◆ What the task requires: The expected result is an exact restatement of the data, free of pictures.

◆ Information provided:
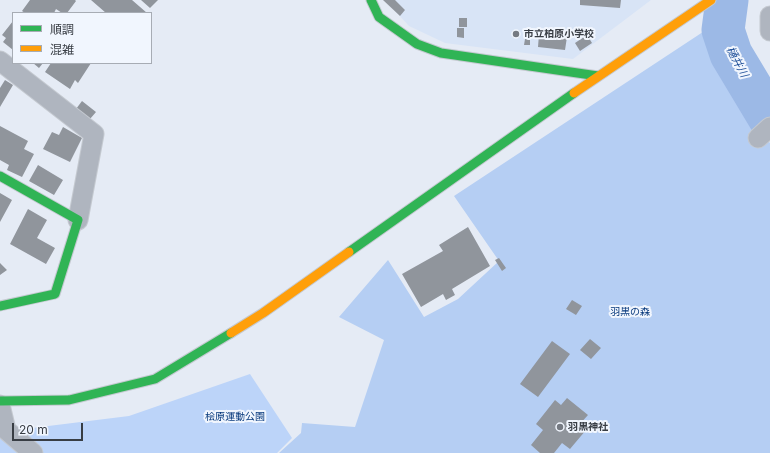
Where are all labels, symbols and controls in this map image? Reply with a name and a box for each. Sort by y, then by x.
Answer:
legend [12,12,152,64]
text: 順調 [50,22,74,37]
place label: 市立柏原小学校 [524,28,594,40]
marker: 市立柏原小学校 [511,29,521,39]
text: 混雑 [50,42,74,57]
water label: 樋井川 [723,44,751,80]
park label: 羽黒の森 [610,306,650,318]
park label: 桧原運動公園 [205,411,265,423]
scale bar [14,415,85,441]
place label: 羽黒神社 [568,421,608,433]
text: 20 m [19,422,48,437]
marker: 羽黒神社 [555,422,565,432]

◆ Reply to the task:
Where are all labels, symbols and controls in this map image? Reply with a name and a box for each. Sort by y, then by x.
Answer:
legend [12,12,152,64]
text: 順調 [50,22,74,37]
place label: 市立柏原小学校 [524,28,594,40]
marker: 市立柏原小学校 [511,29,521,39]
text: 混雑 [50,42,74,57]
water label: 樋井川 [723,44,751,80]
park label: 羽黒の森 [610,306,650,318]
park label: 桧原運動公園 [205,411,265,423]
scale bar [14,415,85,441]
place label: 羽黒神社 [568,421,608,433]
text: 20 m [19,422,48,437]
marker: 羽黒神社 [555,422,565,432]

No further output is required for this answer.